> [About this task] Which lines of the entries below include "lists"? List them all.

> [Given information]
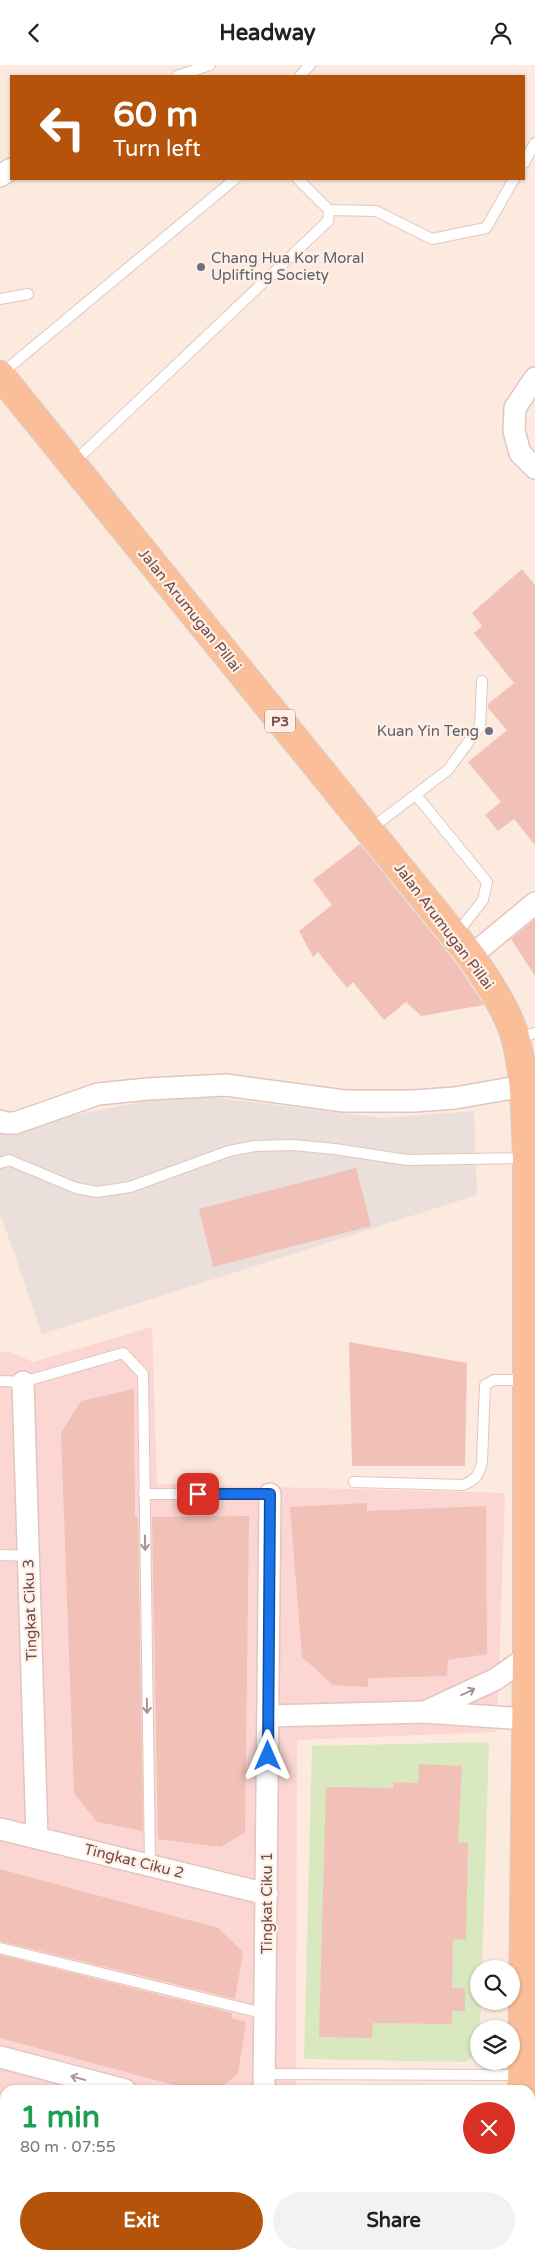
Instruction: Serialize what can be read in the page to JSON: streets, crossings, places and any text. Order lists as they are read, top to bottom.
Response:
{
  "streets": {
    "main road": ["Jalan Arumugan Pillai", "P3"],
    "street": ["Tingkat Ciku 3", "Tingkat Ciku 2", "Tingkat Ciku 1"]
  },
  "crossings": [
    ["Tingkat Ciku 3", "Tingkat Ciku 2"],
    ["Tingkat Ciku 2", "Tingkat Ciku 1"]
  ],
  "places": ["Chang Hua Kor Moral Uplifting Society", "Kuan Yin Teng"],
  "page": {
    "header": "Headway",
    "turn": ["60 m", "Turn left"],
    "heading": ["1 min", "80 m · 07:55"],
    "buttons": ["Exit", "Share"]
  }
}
...
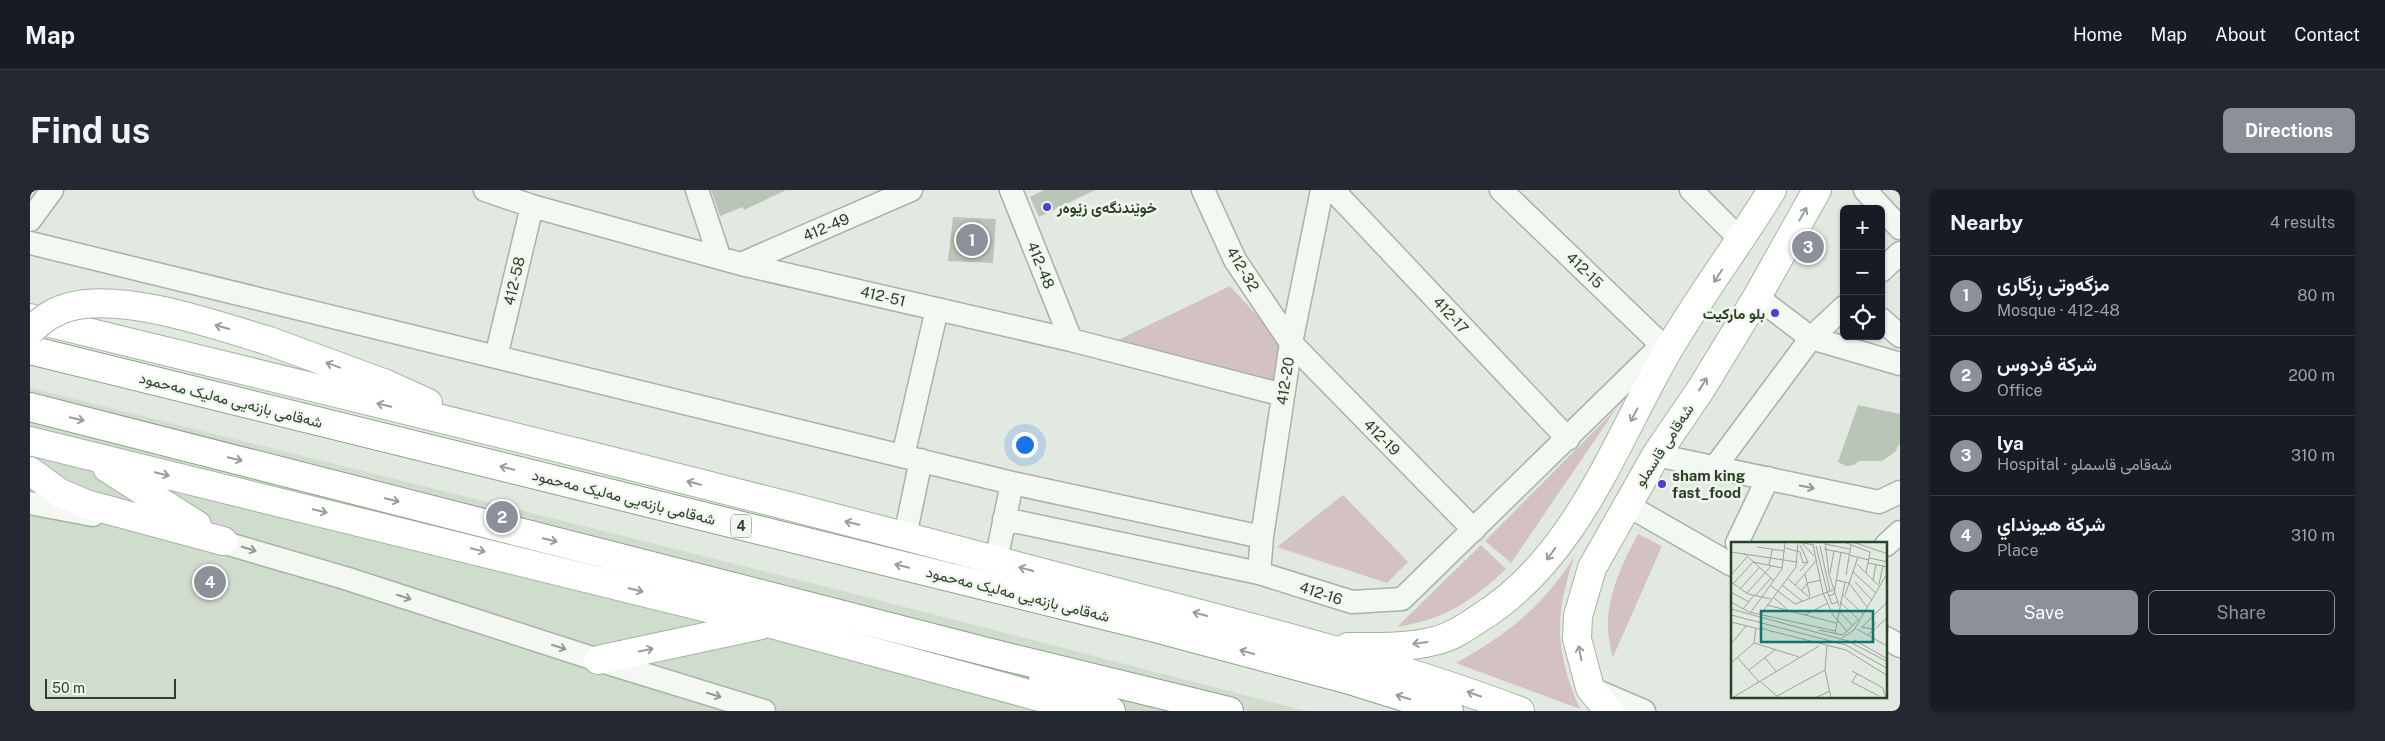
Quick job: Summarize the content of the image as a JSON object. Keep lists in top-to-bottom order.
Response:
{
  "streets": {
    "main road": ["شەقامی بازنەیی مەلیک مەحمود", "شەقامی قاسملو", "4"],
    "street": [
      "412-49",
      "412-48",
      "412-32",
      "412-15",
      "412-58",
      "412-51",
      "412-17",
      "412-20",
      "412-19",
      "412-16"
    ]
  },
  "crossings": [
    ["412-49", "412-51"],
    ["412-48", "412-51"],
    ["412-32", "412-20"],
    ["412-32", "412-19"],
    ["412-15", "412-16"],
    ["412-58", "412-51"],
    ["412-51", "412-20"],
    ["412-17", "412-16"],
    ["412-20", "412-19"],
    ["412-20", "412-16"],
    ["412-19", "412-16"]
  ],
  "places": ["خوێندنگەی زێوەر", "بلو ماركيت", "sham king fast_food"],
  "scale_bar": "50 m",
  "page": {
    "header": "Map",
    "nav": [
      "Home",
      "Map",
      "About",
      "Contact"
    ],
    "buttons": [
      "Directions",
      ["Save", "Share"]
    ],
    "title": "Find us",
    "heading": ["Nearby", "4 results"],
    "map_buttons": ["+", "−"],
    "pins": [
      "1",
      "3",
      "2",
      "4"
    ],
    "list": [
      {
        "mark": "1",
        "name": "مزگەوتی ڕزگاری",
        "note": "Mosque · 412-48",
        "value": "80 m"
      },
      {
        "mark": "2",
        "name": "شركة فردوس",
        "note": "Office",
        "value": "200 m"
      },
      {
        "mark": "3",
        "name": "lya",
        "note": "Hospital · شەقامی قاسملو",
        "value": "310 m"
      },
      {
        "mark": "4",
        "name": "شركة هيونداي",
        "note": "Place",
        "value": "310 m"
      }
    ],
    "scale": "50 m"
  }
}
--
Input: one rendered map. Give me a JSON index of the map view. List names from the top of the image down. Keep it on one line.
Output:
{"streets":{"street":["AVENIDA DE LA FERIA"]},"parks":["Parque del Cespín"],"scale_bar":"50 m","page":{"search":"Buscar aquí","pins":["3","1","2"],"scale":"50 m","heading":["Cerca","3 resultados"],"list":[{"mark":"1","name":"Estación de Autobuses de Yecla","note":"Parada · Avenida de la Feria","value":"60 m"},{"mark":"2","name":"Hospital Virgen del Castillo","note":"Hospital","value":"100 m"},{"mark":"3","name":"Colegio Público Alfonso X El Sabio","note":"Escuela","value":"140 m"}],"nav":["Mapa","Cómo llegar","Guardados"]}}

> [Answer space]
Instruction: Serialize what can be read in the page to JSON: streets, crossings, places and any text. Order lists as they are read, top to bottom.
Quick job: Summarize the content of the image as a JSON object. Keep lists in top-to-bottom order.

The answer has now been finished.